Immunogenicity is an inflammatory antigenicity evoking a humoral response in the body. Anti-drug antibodies (ADA) can also be evoked in vivo to a biotherapeutic. This elicited response is generally a measure of immunogenicity. Newer multi-domain therapeutics, protein therapeutic platforms, and a rise in investment and technology for developing drugs with minimal side effects are the primary reasons for the increasing relevance of immunogenicity assay development

ADA plays a vital role in immunogenicity and allergic reactions to biologic therapies. After considering associated immunogenic risk factors, ADA ELISA assays detect, report, and characterize ADAs via a tiered approach. ADA CROs incorporate several bioanalytical assays such as Meso Scale Discovery ADA bridging assay, confirmatory ADA assay, tolerance ADA assays, and Nab assay development in ADA evaluation. The following sections highlight these roles in more detail.

Role of PK ADA in Immunogenicity

Most detrimental effects due to ADA formation, such as hypersensitivity reactions, pharmacological abrogation, or impact on therapeutic exposure, are because of the formation of immune complexes between therapeutic protein and ADAs. Their level of interaction, kinetics, distribution, size, polyclonal diversity, and physiological effects can be translated into observable adverse effects. These interactions give rise to immunogenicity. Immunogenicity is the generation of ADAs due to therapeutic exposure, which in turn forms immune complexes that mediate adverse effects.

Studies have evaluated multiple molecular pathways underlying immune complexes of several autoimmune conditions. Although detecting specific immune complexes has remained challenging, the ADA method focuses on other quantifiable PK ADA biomarkers that mediate innate and adaptive immune responses. These biomarkers can either reflect immune complex formation or their downstream effects. However, the primary objective is to identify the degree and intensity of their involvement in generating immune responses.

The final goal is identifying and characterizing these molecular pathways that can be appropriately integrated and applied across several immunogenicity risk management processes. Today the biotechnology industry has made considerable progress in identifying and mitigating numerous risk factors such as biophysical character, route of delivery, formulation, and binding sequences to multiple MHC alleles.
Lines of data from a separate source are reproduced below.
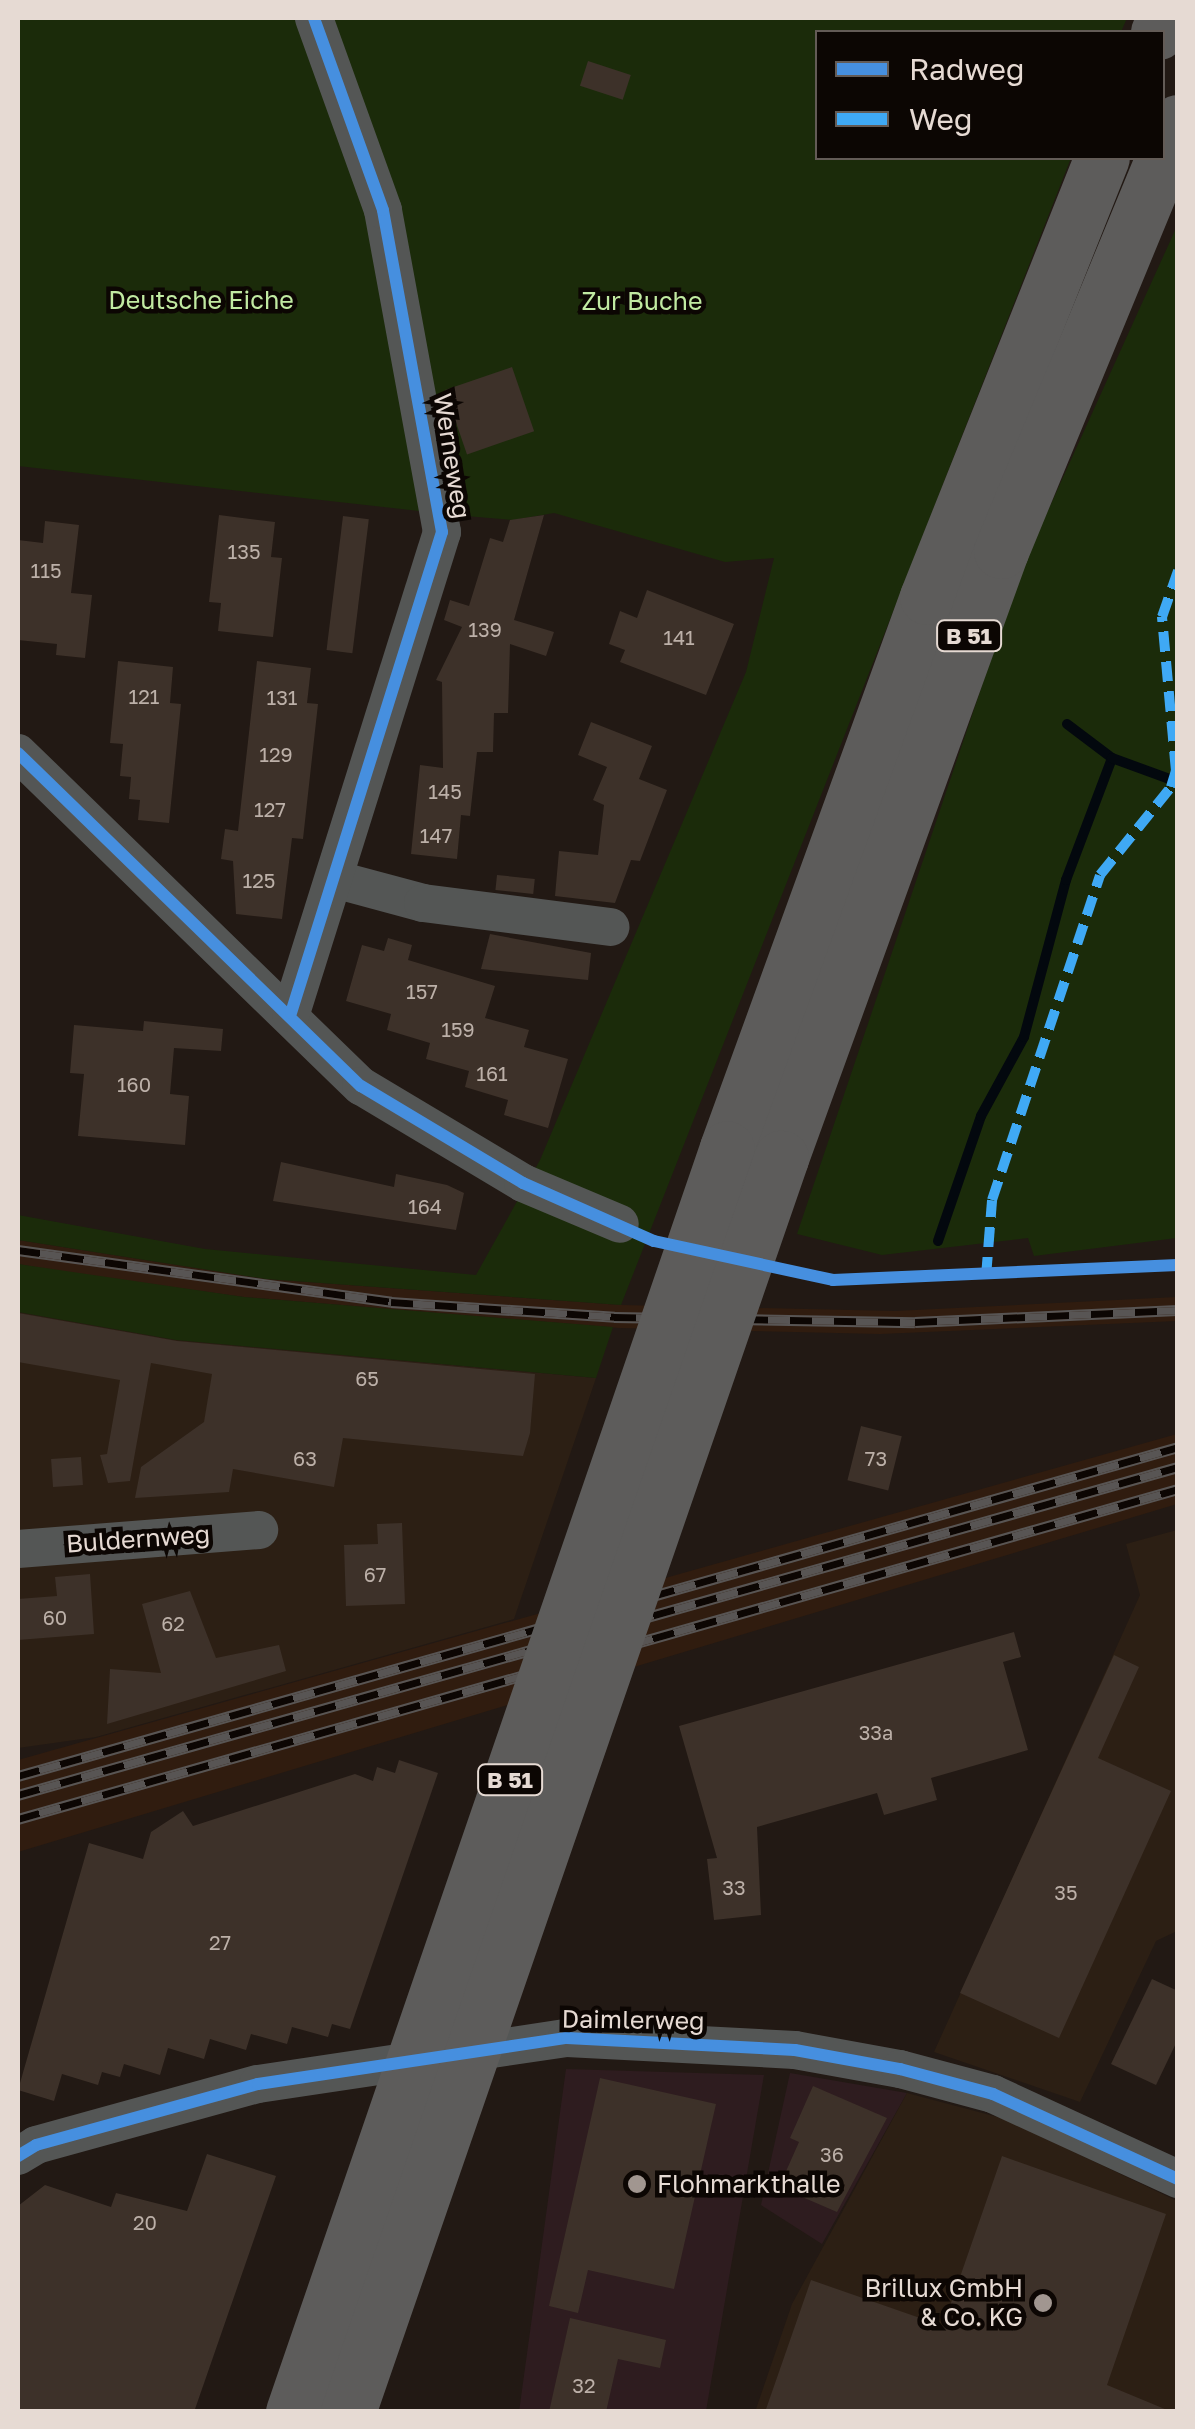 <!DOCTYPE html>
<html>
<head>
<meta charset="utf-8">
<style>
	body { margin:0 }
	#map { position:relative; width:1195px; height:2429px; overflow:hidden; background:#221914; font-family:"Golos Text",sans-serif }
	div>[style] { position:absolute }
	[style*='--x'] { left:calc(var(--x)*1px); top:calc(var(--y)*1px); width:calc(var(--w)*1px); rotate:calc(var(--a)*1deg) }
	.commercial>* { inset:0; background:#2e1c1f }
	.industrial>* { inset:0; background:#2c1f14 }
	.built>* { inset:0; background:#301c0f }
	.green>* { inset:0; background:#1b2b0a }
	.stream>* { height:10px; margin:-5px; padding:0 5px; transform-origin:5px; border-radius:5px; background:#03080e }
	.building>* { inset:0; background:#3d3129; transform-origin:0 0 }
	.street>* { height:38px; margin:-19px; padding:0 19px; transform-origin:19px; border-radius:19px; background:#545655 }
	.highway>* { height:55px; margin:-27.5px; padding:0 27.5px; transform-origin:27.5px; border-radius:27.5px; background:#5d5c5b }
	.rail>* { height:11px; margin-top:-5.5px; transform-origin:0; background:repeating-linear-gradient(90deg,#0c0603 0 22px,#585554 0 44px); box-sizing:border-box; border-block:2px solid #585554 }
	.highway-bridge>* { height:55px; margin:-27.5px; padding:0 27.5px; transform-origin:27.5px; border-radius:27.5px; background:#5d5c5b }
	.quiet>* { height:10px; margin-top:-5px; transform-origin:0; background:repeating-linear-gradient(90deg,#3fa9f5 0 20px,transparent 0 30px) }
	.cycleway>* { height:12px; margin:-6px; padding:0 6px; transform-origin:6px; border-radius:6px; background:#468fdf }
	.dots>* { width:28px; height:28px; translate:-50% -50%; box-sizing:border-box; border:5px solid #0c0603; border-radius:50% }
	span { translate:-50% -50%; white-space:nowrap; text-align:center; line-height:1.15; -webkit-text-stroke:9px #0c0603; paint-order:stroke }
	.number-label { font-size:20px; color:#bcb0a8 }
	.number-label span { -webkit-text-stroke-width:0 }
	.shield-label span { padding:2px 8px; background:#0c0603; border:2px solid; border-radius:8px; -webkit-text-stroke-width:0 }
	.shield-label { font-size:22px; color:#e6dad3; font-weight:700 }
	.park-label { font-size:25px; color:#c1eaa2 }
	.street-label { font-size:25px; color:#e6dad3 }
	.poi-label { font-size:25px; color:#e6dad3 }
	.left { translate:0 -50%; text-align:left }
	.right { translate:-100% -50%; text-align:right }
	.frame { position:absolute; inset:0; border:20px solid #e6dad3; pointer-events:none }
	.legend { position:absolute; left:815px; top:30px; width:350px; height:130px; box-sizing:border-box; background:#0c0603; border:2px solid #635b56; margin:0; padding:12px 18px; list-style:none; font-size:30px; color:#e6dad3 }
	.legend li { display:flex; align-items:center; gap:20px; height:50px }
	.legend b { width:50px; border:2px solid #635b56 }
</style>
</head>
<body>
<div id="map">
	<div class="commercial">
		<i style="clip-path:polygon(566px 2069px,764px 2075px,706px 2411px,519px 2412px)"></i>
		<i style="clip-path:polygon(790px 2073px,907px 2093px,822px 2244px,761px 2205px)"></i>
	</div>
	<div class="industrial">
		<i style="clip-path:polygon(18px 1312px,176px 1340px,596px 1378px,514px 1619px,96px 1737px,18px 1748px)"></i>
		<i style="clip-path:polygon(1177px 1530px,1177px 1931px,1156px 1941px,1080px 2102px,934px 2052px,1140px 1595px,1126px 1544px)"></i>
		<i style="clip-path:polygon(907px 2093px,1005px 2119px,1177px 2201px,1177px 2411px,755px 2412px,792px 2304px)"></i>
	</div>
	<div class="built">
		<i style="clip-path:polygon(18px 1240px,266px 1279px,621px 1305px,895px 1311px,1177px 1297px,1177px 1321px,880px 1334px,620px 1328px,244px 1297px,70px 1273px,18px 1264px)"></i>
		<i style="clip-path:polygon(1177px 1434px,1177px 1504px,18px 1852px,18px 1760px)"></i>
	</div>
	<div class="green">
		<i style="clip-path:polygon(18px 18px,304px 18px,367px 197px,428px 512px,18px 466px)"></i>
		<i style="clip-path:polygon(328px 18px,1127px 18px,1121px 32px,818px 32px,818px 158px,1071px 158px,621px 1305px,266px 1279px,18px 1240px,18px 1215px,205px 1249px,476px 1275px,540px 1160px,746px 672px,774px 558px,725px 562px,554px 513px,513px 520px,454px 515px)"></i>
		<i style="clip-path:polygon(1177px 226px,1177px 1238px,1034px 1256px,1028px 1238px,882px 1255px,797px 1234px,1021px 570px)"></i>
		<i style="clip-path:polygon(18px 1264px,244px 1297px,613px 1327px,596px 1378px,176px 1340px,18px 1312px)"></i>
	</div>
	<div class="stream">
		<i style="--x:1067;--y:724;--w:56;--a:37.1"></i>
		<i style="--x:938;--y:1241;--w:132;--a:-71"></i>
		<i style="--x:981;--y:1116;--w:90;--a:-61.4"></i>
		<i style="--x:1024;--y:1037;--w:163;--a:-75"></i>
		<i style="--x:1066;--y:880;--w:130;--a:-69.3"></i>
		<i style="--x:1112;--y:758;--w:70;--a:20"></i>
	</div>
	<div class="building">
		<i style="left:588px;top:61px;width:45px;height:26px;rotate:18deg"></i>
		<i style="left:512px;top:367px;width:68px;height:71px;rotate:71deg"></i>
		<i style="clip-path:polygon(219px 515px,275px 522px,271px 557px,282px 558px,273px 637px,218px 631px,221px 603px,209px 602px)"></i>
		<i style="clip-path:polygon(544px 515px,514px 620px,554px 632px,546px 656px,510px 644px,508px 713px,494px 713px,493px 752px,477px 752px,470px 816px,461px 815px,457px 859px,411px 854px,420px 765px,443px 768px,442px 682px,436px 680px,462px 627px,444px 620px,450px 600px,469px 606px,490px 538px,503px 542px,510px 520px)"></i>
		<i style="left:343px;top:516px;width:26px;height:135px;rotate:7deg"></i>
		<i style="clip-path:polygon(45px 521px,79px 525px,71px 593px,92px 595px,85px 658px,56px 655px,57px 644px,18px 640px,18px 540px,43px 543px)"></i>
		<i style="clip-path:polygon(647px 590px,734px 624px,706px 695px,620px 662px,625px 650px,609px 644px,620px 611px,637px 618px)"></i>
		<i style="clip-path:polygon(118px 661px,173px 667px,170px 703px,181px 704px,169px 823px,138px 820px,140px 800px,129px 799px,131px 777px,120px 776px,123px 744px,110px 743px)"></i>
		<i style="clip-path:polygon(257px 661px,311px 668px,307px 703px,318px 704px,303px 839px,292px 838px,282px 919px,236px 914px,233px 861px,221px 859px,225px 829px,238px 831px)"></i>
		<i style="clip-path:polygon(591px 722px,652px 746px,639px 779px,667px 790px,640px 861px,631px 860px,615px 903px,555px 896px,559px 851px,598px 855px,604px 805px,593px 800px,607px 767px,578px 755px)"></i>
		<i style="left:497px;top:875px;width:38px;height:15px;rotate:6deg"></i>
		<i style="clip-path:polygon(490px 934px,591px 953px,588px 980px,481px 969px)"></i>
		<i style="clip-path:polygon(388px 938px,412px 945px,408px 960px,495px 986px,485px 1018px,529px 1030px,524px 1047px,568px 1059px,548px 1128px,504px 1115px,508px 1100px,465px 1087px,469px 1071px,426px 1059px,430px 1043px,387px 1030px,391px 1014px,346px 1001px,362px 945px,384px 951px)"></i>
		<i style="clip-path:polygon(144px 1021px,223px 1029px,221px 1051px,174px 1048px,170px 1094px,189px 1096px,185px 1145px,78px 1136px,84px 1074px,70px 1073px,74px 1025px,143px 1031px)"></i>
		<i style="clip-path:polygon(281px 1162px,394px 1187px,396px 1174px,447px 1185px,464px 1193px,456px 1230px,273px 1201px)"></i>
		<i style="clip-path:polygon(18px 1313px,177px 1341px,535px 1374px,530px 1433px,523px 1456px,343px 1438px,334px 1487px,233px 1469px,229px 1492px,135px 1498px,141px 1467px,204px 1422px,212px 1374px,151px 1363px,130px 1481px,108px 1483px,100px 1455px,107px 1454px,120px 1380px,18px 1362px)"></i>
		<i style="left:861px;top:1426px;width:42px;height:56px;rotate:14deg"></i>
		<i style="left:81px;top:1457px;width:28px;height:30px;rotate:86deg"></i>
		<i style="clip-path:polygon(402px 1523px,405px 1604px,346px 1606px,344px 1545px,378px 1544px,377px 1524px)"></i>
		<i style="clip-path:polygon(90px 1574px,94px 1634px,18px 1640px,18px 1599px,57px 1596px,55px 1577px)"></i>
		<i style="clip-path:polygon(190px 1591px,216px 1658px,279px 1645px,286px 1671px,107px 1724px,110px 1669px,161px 1673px,142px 1604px)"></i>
		<i style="clip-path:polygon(1014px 1632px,1021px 1657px,1003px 1662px,1028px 1750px,931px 1778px,937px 1800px,884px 1815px,877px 1793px,757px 1827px,761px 1915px,714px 1920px,707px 1859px,717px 1858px,679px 1726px)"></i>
		<i style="clip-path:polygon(1114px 1655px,1139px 1667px,1098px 1758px,1171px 1791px,1059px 2038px,960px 1993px)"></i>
		<i style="clip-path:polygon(399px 1760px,438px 1773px,350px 2029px,332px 2024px,328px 2037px,292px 2027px,287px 2044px,251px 2034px,246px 2050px,210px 2039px,204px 2059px,168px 2048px,160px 2075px,124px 2064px,120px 2077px,102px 2072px,98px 2085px,62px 2074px,54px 2101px,18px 2090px,89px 1843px,143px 1859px,151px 1832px,183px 1811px,193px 1826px,355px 1774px,373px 1781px,377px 1767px,395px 1773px)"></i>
		<i style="clip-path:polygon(1152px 1979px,1178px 1991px,1178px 2039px,1156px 2085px,1111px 2064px)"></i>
		<i style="clip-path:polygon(600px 2078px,716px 2104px,674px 2289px,588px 2270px,578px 2313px,549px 2306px)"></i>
		<i style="clip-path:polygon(813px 2086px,887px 2118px,837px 2212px,779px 2187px,799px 2142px,790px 2138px)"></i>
		<i style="clip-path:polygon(207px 2154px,276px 2176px,194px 2412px,18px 2412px,18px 2206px,45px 2185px,111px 2207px,116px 2193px,187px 2211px)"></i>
		<i style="clip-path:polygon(1002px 2156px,1166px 2214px,1107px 2385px,1172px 2412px,765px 2412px,811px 2280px,943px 2326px)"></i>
		<i style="clip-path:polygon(570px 2318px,666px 2340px,660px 2368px,618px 2359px,606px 2412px,549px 2412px)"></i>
	</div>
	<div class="street">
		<i style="--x:18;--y:753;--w:478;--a:44.2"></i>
		<i style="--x:361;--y:1086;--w:189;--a:30.9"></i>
		<i style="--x:523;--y:1183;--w:105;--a:22.9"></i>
		<i style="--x:334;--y:879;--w:92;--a:15.1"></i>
		<i style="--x:423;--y:903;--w:189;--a:7.3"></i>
		<i style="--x:291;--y:1013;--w:504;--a:-72.57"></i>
		<i style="--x:442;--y:532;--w:327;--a:-100.4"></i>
		<i style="--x:383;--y:210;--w:204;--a:-109.8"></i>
		<i style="--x:18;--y:1549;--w:242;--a:-4.5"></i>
		<i style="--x:18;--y:2156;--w:21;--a:-31"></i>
		<i style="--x:36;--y:2145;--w:230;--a:-15.4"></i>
		<i style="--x:258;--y:2084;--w:312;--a:-8.5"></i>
		<i style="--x:567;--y:2038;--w:228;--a:3"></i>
		<i style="--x:795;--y:2050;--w:107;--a:10.3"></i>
		<i style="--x:900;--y:2069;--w:96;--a:15"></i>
		<i style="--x:993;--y:2094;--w:204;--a:24.7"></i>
	</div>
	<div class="highway">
		<i style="--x:1158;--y:32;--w:16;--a:-63"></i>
		<i style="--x:727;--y:1148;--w:586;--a:-70.05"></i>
		<i style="--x:927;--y:597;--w:473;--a:-68.3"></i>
		<i style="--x:781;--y:1158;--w:646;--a:-70.08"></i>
		<i style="--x:1001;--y:551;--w:464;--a:-67.6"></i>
	</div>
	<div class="rail">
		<i style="--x:18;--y:1250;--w:377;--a:7.9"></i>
		<i style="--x:391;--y:1302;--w:224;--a:3.8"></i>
		<i style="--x:614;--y:1317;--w:301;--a:1"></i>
		<i style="--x:915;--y:1322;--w:263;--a:-2.6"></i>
		<i style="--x:18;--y:1776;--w:1206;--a:-15.83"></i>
		<i style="--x:18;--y:1795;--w:1205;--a:-15.79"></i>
		<i style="--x:18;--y:1819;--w:1206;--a:-15.88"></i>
	</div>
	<div class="highway-bridge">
		<i style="--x:293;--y:2412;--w:1336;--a:-71.05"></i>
		<i style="--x:348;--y:2412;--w:1327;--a:-70.95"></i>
	</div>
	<div class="quiet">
		<i style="--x:986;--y:1277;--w:77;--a:-85.5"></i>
		<i style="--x:992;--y:1200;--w:342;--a:-71.6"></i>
		<i style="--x:1100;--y:875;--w:113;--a:-51.1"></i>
		<i style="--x:1171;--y:787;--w:17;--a:-73"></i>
		<i style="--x:1176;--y:771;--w:155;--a:-95.2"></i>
		<i style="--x:1162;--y:617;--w:49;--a:-70.8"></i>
	</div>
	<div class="cycleway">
		<i style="--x:18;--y:753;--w:478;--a:44.2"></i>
		<i style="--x:361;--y:1086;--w:189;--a:30.9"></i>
		<i style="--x:523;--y:1183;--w:143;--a:23.9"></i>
		<i style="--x:654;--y:1241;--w:183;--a:12.3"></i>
		<i style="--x:833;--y:1280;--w:345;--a:-2.5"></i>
		<i style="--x:291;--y:1013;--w:504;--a:-72.57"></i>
		<i style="--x:442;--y:532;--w:327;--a:-100.4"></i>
		<i style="--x:383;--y:210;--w:204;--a:-109.8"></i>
		<i style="--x:18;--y:2156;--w:21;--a:-31"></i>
		<i style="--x:36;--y:2145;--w:230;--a:-15.4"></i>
		<i style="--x:258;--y:2084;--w:312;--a:-8.5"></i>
		<i style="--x:567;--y:2038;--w:228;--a:3"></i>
		<i style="--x:795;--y:2050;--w:107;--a:10.3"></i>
		<i style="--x:900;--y:2069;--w:96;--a:15"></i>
		<i style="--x:993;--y:2094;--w:204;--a:24.7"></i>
	</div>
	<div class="dots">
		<i style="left:637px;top:2184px;background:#a19690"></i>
		<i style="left:1043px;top:2303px;background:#a19690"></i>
	</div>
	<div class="number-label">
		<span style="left:244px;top:551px">135</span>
		<span style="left:46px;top:570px">115</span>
		<span style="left:485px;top:629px">139</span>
		<span style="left:679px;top:637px">141</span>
		<span style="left:144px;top:696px">121</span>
		<span style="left:282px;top:697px">131</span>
		<span style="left:276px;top:754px">129</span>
		<span style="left:445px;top:791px">145</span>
		<span style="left:270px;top:809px">127</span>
		<span style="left:436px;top:835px">147</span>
		<span style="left:259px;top:880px">125</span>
		<span style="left:422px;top:991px">157</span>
		<span style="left:458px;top:1029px">159</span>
		<span style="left:492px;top:1073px">161</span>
		<span style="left:134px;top:1084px">160</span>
		<span style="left:425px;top:1206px">164</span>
		<span style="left:367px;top:1378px">65</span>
		<span style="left:305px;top:1458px">63</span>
		<span style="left:876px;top:1458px">73</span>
		<span style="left:375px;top:1574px">67</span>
		<span style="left:55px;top:1617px">60</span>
		<span style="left:173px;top:1623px">62</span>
		<span style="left:876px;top:1732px">33a</span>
		<span style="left:734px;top:1887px">33</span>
		<span style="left:1066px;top:1892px">35</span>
		<span style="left:220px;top:1942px">27</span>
		<span style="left:832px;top:2154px">36</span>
		<span style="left:145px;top:2222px">20</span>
		<span style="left:584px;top:2385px">32</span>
	</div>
	<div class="shield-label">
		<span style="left:969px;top:636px">B 51</span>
		<span style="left:510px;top:1780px">B 51</span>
	</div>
	<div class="park-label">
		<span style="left:201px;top:300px">Deutsche Eiche</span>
		<span style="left:642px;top:301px">Zur Buche</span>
	</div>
	<div class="street-label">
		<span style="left:452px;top:456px;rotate:81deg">Werneweg</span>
		<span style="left:138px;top:1539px;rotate:-4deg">Buldernweg</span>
		<span style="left:633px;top:2020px;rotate:1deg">Daimlerweg</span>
	</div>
	<div class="poi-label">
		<span class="left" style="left:657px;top:2184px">Flohmarkthalle</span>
		<span class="right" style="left:1023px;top:2303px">Brillux GmbH<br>&amp; Co. KG</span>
	</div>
	<div class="frame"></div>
	<ul class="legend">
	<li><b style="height:12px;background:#468fdf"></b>Radweg</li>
	<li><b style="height:12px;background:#3fa9f5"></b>Weg</li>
	</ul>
</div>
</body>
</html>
However,  several host-specific phenotypic markers, such as the distribution of Class II alleles. Some can also be polymorphic. These host characteristics might explain the variability in the downstream effects due to ADA levels or influence the behavior and formation of immune complexes. Identifying and characterizing these influences must  be considered while developing a total risk assessment protocol.

ADAs can generate type II and type III reactions. Cell surface protein target-bound therapeutic molecules can attract ADAs. This attraction leads to the formation of immune complexes on cell membranes, and adverse effects due to these reactions are termed type II reactions. When ADAs are bound to a drug in circulation, they may give rise to circulating immune complexes, which are classified as type II reactions.

Irrespective of their presence, immune complexes are characterized based on their size and ability to activate the complement system. Both these factors result in immune complex deposits and activate inflammatory pathways. Moreover, the size of immune complexes affects Fc-mediated responses. These responses are mediated through interactions with a broad family of activating Fc receptors. The level of Fc receptors varies from individual to individual.